Benefits of the Partnership
This partnership was a win-win-win-win
situation. All stakeholders benefited from participation. Those benefits
are summarized below.
Benefits to the University
Partners:
- Undergraduate students
observed sound uses of technology;
- A university professor
conducted an extensive research project;
- An ongoing partnership
with a local K-12 school district was established and maintained.
Benefits to the Local K-12
School District Partners:
- Middle school students
used university computer facilities;
- Middle school students
enhanced their research, language arts, and critical thinking skills;
- An ongoing partnership
with the local university was established and maintained.
Benefits to Participating
Students:
- Students gained an understanding
of how to effectively use different media;
- Students gained self confidence;
- Students enjoyed doing
their language arts assignments using digital media more than assignments
using more traditional media;
- Students boosted their
creativity and professionalism;
- Students learned how to
work well in groups;
- Students gained insight
into higher education by being on a university campus that fosters
an appreciation for continuing education and lifelong learning;
- Students learned from
each other as well as from the project facilitators;
- Students learned to meet
deadlines for creating complex digital media projects;
- Students had access to
advanced technologies.
Benefits to the Partnership
Facilitators:
- Our students were highly
motivated by authentic, interdisciplinary tasks;
- Our students' engagement
and effort were at a very high level;
- Our students took responsibility
for their learning and enabled us, the facilitators, to be midwives
rather than information bankers (Freire, 1970);
- Our students collaborated
with peers and appreciated others' contributions;
- Our reciprocal teaching
developed naturally in this environment;
- Our collective resources
allowed for differentiated instruction.
What we Gained from Participation
in the Project
As authors with a collective
voice, we thought we would end our article with short pieces by each
of us so readers could also get an idea of our individual voices.
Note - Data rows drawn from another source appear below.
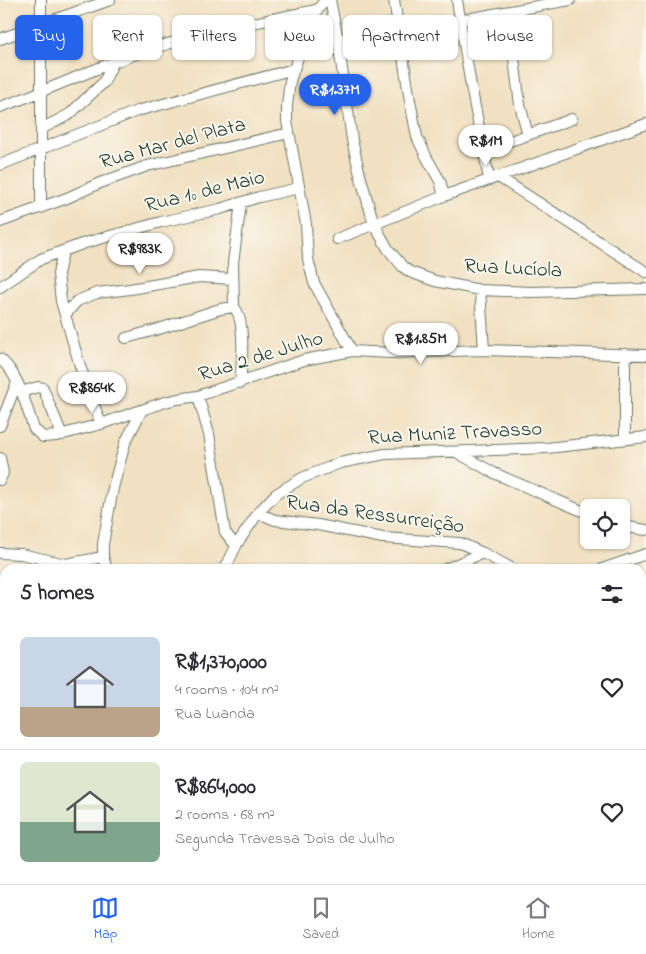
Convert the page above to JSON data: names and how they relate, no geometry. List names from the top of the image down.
{
  "streets": {
    "street": [
      "Rua Mar del Plata",
      "Rua 1º de Maio",
      "Rua Lucíola",
      "Rua 2 de Julho",
      "Rua Muniz Travasso",
      "Rua da Ressurreição"
    ]
  },
  "crossings": [
    ["Rua Muniz Travasso", "Rua da Ressurreição"]
  ],
  "page": {
    "chip": [
      "Buy",
      "Rent",
      "Filters",
      "New",
      "Apartment",
      "House"
    ],
    "price": [
      "R$1.37M",
      "R$1M",
      "R$983K",
      "R$1.85M",
      "R$864K"
    ],
    "heading": "5 homes",
    "list": [
      {
        "name": "R$1,370,000",
        "note": "4 rooms · 104 m² · Rua Luanda"
      },
      {
        "name": "R$864,000",
        "note": "2 rooms · 68 m² · Segunda Travessa Dois de Julho"
      }
    ],
    "tabs": ["Map", "Saved", "Home"]
  }
}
Below,
each of us has expressed in our own words what we gained from participation
in our project.
Alice's Perspective
If I accept
you as you are, I will make you worse.
If I treat you as though you are what you are capable of becoming,
I help you become that.
- Goethe
I am a constructivist teacher.
I believe in active learning that is challenging, authentic, multidisciplinary,
and joyful. I strive to create classrooms connected to the real world
and tailored to the particular needs and purposes of individual learners.
I work collaboratively with students, other teachers, and members of
local and global communities. My goal is for students to develop a sense
of ownership about their learning, and ultimately a lifelong love of
learning.
This
project illustrated constructivism at its best. We were truly a community
of learners working together to make meaning out of a technology tool,
iMovie, that was new to all of us, students and teachers alike.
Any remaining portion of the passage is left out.